As kids we were allowed to watch only the BBC because my parents insisted commercial TV would rot our brains.
My how they would have railed against YouTube.
They later admitted they also didn’t want us watching the adverts and then plaguing them for new stuff - a futile ploy. There remains to this day, huge gaps for me in the cultural history my friends share.
Being a Swap Shop viewer has left me bereft of memories of The Phantom Flan Flinger and Spit the Dog of Tiswas.
However, it was Blue Peter and not Magpie which instilled in me the belief anything is possible with a coat hanger and a washing-up bottle.
As children we watched Dennis Potter serials and David Attenborough in the World About Us and sadly also Benny Hill sexually harassing women and the sickenly racist Black and White Minstrel show.
The BBC was outstanding in parts, entertaining and educational while being elitist and regressive in others.
Like the NHS, the BBC is flawed and always will be but we need it more than ever.
The BBC is not impartial - we saw that in Scotland’s independence referendum and in it’s pro-Israeli stance on the Middle East - but largely it tries to be.
For the most part it is a trusted international brand, subject to vigorous editorial standards which it meets more often than not.
It is a home of verified fact, a safe haven from the fake news platforms of social media, which funnel viewers into rabbit holes of malignant propaganda.
Wholesale viewing of poison has brought us the horrors of the anti-vaccination movement and alt-right populism, so never underestimate the power of what we choose to watch.
The BBC helped legitimise the populism of Nigel Farage on Question Time and moulded Johnson into a benign jester in Have I Got News For You but it has mainly been a force for good in our democracy.
However, when my blind pensioner mother has to stump up the licence fee, I recognise there is a conversation to be had about who has to pay and how much.
When the broadcaster’s stars are raking in millions while the poor face criminal convictions for failing to pay their TV licence, then there is a problem.
But righting the injustices inherent in the licence fee system is a responsibility of the government to fix rather than use as a Trojan horse to abolish the BBC.
This public broadcaster must be wrestled from the clutches of the likes of Nadine Dorries, a culture secretary who thinks quality programming is being filmed eating an ostrich’s anus on I’m a Celebrity...Get me Out of Here.
She was first to be voted off I’m a Celebrity but the electorate returned her to slosh around in the maggot bath of the Tory government.
If only there was as much passion to vote in an election as there is in a reality TV show.
The right has, for decades, waged war on the BBC and would relish a British public restricted to a diet of channels shaped by private interest.

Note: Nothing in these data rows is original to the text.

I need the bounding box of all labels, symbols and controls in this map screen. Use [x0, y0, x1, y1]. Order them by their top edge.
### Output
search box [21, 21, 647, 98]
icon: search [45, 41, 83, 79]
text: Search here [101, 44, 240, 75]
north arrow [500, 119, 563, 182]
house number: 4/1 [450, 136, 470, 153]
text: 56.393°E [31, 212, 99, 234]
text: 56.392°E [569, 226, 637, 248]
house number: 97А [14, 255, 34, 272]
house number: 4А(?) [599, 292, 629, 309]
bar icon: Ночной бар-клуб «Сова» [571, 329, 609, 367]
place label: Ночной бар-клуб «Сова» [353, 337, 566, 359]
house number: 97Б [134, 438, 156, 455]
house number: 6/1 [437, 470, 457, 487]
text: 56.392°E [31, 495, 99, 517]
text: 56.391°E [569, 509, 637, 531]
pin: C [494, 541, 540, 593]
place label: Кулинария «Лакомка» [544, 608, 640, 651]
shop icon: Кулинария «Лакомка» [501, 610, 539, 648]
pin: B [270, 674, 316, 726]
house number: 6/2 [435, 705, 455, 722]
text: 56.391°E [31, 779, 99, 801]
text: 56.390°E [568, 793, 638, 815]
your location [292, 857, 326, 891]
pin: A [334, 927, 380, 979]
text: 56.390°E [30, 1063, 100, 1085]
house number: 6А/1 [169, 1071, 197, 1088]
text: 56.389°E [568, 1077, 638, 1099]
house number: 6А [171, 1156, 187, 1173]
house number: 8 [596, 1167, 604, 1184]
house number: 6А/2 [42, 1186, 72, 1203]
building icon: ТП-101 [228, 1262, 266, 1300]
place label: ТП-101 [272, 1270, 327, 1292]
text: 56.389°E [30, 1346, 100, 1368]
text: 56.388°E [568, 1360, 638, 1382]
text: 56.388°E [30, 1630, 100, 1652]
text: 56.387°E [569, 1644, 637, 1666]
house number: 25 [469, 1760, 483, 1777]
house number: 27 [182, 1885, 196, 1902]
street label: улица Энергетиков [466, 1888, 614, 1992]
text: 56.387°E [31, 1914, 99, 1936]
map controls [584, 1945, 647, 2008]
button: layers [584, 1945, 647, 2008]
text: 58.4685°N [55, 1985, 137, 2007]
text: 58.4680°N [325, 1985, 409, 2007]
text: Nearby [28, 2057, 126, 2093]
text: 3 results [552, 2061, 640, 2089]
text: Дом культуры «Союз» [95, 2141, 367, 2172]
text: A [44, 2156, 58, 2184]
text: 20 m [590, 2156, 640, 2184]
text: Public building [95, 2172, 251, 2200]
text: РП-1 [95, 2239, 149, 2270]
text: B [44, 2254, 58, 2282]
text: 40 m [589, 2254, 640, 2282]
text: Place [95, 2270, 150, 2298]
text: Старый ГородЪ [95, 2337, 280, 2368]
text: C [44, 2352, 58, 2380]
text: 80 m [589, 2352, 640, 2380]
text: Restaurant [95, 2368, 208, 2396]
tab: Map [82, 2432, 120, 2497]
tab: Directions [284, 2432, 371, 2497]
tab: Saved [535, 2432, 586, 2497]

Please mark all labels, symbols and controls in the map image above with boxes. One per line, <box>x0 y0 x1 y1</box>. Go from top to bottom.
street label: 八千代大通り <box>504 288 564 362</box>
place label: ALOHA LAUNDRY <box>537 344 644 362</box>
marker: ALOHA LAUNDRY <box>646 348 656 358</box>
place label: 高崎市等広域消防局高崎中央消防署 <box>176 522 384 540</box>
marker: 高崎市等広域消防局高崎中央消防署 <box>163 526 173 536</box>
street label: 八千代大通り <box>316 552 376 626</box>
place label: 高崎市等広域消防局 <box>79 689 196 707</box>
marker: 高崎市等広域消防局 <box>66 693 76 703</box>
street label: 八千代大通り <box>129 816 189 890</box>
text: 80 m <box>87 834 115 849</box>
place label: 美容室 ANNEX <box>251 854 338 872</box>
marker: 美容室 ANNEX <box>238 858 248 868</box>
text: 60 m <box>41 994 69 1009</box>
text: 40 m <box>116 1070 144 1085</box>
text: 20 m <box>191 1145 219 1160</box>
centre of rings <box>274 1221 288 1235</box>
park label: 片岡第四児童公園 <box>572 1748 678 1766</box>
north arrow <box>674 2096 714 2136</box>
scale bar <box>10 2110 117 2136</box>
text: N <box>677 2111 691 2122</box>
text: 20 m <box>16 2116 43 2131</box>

The Tories which met with Rupert Murdoch underlings 206 times in the last two years covet the political might of right wing US channels like Fox News.
For 43 pence a day, the BBC gives us an array of channels stretching the globe, a myriad of radio stations and digital platforms and a film and production arm respected across the world.
Dorries claims she is on the side for the “hard-working families” shackled to the licence fee, while being the same woman who votes for every fall of the axe of austerity.
As Johnson’s obsequious puppet, she is cynically attempting to distract from the PM and Partygate but, if we protect it, the BBC will be here long after she is gone.
In the meantime, if there is a Blue Peter badge for being a lying brown noser, pin it on Dorries and, if she is on your telly, take the pleasure of switching her off.
Lob 'Novaxx' out of France
Just when the Novak Djokovic circus left Australia, we have the prospect of it hitting France.
The tennis number one may not be allowed to defend his French Open title in May after the French government ruled all athletes will have to be vaccinated in order to compete in the country.
Prepare for mammy Djokovic to be bemoaning the “torture” her son must endure.
The thought of him being fed dry croissants and weak espresso by disgruntled French immigration, is too great a horror to bear. Djokovic arrived back in Belgrade, Serbia, after being deported from Australia following the cancellation of his visa.
Having been a poster boy for anti-vaxxers in Australia, his toxicity will now fuel the movement in France and across Europe. Djokovic could solve the crisis by being responsible and getting vaccinated but clearly he is enjoying the notoriety and martyrdom.
French President Emmanuel Macron vowed to “p*** off” the anti-vaccination movement and should use those words to send Djokovic packing.
Britney sister's Toxic book move
In a truly mercenary move, Britney Spear’s sister Jamie Lynn has put her name to a tell-all book on the star.
This is a girl who has lived a lavish life thanks to her sister yet she wants to exploit her further with her book, Things I Should Have Said.
The first thing Jamie Lynn should have said is no to a publishing deal and be grateful in dignified silence for the privilege her sister’s efforts gave her.